*** Given entries ***
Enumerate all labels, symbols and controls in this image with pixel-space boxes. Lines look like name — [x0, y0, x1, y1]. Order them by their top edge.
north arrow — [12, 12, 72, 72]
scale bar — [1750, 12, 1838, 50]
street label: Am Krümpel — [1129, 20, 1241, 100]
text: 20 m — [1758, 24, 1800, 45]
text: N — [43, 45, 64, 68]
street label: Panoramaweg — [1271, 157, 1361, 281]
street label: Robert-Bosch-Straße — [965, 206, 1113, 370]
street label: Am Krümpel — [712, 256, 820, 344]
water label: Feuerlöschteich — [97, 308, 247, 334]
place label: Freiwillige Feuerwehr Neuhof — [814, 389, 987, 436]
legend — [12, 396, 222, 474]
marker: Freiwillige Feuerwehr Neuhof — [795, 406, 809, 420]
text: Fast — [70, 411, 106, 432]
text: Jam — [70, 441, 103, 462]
*** End of Given entries ***
**Task goal**: Please copy each entry. Leave nothing out.

**Response box**:
Enumerate all labels, symbols and controls in this image with pixel-space boxes. Lines look like name — [x0, y0, x1, y1]. Order them by their top edge.
north arrow — [12, 12, 72, 72]
scale bar — [1750, 12, 1838, 50]
street label: Am Krümpel — [1129, 20, 1241, 100]
text: 20 m — [1758, 24, 1800, 45]
text: N — [43, 45, 64, 68]
street label: Panoramaweg — [1271, 157, 1361, 281]
street label: Robert-Bosch-Straße — [965, 206, 1113, 370]
street label: Am Krümpel — [712, 256, 820, 344]
water label: Feuerlöschteich — [97, 308, 247, 334]
place label: Freiwillige Feuerwehr Neuhof — [814, 389, 987, 436]
legend — [12, 396, 222, 474]
marker: Freiwillige Feuerwehr Neuhof — [795, 406, 809, 420]
text: Fast — [70, 411, 106, 432]
text: Jam — [70, 441, 103, 462]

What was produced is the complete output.